(Data excerpts)

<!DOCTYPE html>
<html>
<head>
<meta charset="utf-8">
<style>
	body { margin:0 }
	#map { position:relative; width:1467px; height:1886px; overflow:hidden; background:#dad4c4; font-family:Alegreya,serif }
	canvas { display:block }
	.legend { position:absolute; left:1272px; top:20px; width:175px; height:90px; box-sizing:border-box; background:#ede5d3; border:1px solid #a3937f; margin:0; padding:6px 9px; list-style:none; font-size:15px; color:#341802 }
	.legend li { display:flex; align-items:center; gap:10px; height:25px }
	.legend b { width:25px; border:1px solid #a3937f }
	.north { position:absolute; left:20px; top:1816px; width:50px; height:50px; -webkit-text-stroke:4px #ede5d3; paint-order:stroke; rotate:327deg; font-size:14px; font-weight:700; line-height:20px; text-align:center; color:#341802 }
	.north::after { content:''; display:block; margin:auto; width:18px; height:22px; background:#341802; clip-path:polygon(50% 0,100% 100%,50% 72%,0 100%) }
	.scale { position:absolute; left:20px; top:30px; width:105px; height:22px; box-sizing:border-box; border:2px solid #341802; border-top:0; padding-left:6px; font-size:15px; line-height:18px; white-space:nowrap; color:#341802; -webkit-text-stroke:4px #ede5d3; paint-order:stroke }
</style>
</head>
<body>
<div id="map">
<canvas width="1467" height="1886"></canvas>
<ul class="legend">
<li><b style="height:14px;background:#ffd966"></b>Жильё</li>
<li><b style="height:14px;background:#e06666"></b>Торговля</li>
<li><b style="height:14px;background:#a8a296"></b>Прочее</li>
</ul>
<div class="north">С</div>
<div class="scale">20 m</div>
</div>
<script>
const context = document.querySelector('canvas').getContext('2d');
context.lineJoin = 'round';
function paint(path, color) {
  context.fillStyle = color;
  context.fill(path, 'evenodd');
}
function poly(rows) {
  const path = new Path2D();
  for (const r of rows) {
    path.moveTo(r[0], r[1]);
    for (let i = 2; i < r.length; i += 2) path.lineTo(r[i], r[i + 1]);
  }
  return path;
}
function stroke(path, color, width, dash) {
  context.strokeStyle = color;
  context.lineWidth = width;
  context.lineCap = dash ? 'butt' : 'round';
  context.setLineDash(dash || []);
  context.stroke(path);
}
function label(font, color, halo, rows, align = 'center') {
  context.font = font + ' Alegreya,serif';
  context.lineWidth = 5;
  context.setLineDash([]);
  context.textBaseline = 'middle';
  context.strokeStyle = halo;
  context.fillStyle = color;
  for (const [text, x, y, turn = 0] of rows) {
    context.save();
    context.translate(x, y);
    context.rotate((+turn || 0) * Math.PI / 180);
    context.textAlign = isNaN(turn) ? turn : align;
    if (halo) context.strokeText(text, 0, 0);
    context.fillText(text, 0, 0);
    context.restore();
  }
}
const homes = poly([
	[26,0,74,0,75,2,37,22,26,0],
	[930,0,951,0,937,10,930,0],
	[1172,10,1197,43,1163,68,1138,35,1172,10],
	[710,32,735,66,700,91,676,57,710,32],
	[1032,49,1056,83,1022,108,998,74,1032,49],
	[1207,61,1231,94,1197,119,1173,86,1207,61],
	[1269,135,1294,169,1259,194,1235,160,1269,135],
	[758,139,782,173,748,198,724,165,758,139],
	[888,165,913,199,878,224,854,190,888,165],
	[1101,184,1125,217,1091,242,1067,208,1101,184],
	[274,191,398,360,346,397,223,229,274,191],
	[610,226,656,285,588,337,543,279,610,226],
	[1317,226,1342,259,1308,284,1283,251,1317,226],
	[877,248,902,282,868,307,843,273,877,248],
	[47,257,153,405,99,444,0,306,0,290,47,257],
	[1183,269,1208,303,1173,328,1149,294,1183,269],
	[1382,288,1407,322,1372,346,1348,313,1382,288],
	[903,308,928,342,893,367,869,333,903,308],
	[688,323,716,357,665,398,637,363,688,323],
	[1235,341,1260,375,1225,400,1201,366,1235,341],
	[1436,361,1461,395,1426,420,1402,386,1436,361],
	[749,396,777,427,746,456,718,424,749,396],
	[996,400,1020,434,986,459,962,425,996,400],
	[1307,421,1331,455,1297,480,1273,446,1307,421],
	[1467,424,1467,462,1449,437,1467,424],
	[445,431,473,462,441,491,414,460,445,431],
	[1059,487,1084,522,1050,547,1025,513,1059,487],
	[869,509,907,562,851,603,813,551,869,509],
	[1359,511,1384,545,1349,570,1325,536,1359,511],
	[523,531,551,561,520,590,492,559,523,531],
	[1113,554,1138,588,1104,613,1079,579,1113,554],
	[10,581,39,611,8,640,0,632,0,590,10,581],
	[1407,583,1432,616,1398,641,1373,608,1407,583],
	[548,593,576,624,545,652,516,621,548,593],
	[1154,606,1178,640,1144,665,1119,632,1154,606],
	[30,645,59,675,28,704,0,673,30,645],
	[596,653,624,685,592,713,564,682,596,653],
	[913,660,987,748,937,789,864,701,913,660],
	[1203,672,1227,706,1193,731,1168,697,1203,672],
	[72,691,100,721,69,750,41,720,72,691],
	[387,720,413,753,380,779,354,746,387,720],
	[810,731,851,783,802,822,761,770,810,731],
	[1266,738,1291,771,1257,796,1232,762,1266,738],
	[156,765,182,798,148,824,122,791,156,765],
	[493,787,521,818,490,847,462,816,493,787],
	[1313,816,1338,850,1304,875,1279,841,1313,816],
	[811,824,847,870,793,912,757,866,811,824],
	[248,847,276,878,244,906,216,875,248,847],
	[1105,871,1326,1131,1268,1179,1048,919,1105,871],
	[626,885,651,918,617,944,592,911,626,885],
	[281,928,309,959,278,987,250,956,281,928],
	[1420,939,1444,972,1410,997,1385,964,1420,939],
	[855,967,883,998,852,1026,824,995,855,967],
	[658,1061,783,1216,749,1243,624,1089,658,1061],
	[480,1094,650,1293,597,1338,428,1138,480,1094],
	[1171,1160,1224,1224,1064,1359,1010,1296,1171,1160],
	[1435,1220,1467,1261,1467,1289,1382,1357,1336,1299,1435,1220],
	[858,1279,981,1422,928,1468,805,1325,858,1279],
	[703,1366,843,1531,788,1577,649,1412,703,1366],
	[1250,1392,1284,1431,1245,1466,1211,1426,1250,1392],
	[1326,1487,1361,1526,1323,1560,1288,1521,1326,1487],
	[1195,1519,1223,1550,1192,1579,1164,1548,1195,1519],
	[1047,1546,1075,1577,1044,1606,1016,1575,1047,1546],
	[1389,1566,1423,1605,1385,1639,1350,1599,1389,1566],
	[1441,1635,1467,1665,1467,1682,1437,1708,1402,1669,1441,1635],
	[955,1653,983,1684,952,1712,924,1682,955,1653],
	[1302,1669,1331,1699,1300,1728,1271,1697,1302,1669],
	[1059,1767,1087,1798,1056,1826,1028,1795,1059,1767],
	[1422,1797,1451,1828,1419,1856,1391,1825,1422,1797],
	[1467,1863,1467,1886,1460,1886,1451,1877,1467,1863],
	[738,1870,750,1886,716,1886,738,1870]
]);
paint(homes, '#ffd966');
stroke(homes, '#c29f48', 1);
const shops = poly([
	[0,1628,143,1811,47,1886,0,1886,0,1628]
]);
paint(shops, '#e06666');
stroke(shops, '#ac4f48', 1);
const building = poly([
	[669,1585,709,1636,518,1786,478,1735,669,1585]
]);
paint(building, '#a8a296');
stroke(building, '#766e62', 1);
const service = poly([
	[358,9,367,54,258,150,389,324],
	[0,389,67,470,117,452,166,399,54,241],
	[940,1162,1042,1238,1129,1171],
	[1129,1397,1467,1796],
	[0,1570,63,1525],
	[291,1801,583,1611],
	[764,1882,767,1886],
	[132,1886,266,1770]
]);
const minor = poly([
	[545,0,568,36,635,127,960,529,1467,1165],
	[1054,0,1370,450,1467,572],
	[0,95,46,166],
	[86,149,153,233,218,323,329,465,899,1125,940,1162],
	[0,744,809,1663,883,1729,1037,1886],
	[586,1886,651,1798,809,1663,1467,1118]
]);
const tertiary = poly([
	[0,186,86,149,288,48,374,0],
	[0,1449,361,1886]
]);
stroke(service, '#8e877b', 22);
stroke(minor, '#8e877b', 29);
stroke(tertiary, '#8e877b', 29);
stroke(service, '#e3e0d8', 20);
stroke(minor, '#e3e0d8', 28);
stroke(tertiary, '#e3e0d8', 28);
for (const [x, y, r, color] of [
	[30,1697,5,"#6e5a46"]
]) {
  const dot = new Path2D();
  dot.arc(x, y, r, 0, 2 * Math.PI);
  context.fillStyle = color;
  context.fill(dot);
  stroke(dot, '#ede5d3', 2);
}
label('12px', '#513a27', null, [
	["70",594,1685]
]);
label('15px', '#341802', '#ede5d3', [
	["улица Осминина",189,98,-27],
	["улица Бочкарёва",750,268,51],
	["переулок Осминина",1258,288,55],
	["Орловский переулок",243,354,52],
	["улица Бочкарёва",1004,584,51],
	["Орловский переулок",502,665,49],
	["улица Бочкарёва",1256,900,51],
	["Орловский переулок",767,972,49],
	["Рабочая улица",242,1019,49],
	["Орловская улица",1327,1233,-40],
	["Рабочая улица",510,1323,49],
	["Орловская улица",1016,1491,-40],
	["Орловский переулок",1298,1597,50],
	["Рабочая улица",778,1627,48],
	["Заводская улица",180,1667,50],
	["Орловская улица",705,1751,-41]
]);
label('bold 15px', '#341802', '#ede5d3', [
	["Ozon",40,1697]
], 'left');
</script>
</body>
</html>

What needs to be done:
Beginning at the opening line of the data, transcribe each line exactly until you reach the line with "position:absolute; left:20px; top:1816px;", which you also include, and go no further.

Task answer:
<!DOCTYPE html>
<html>
<head>
<meta charset="utf-8">
<style>
	body { margin:0 }
	#map { position:relative; width:1467px; height:1886px; overflow:hidden; background:#dad4c4; font-family:Alegreya,serif }
	canvas { display:block }
	.legend { position:absolute; left:1272px; top:20px; width:175px; height:90px; box-sizing:border-box; background:#ede5d3; border:1px solid #a3937f; margin:0; padding:6px 9px; list-style:none; font-size:15px; color:#341802 }
	.legend li { display:flex; align-items:center; gap:10px; height:25px }
	.legend b { width:25px; border:1px solid #a3937f }
	.north { position:absolute; left:20px; top:1816px; width:50px; height:50px; -webkit-text-stroke:4px #ede5d3; paint-order:stroke; rotate:327deg; font-size:14px; font-weight:700; line-height:20px; text-align:center; color:#341802 }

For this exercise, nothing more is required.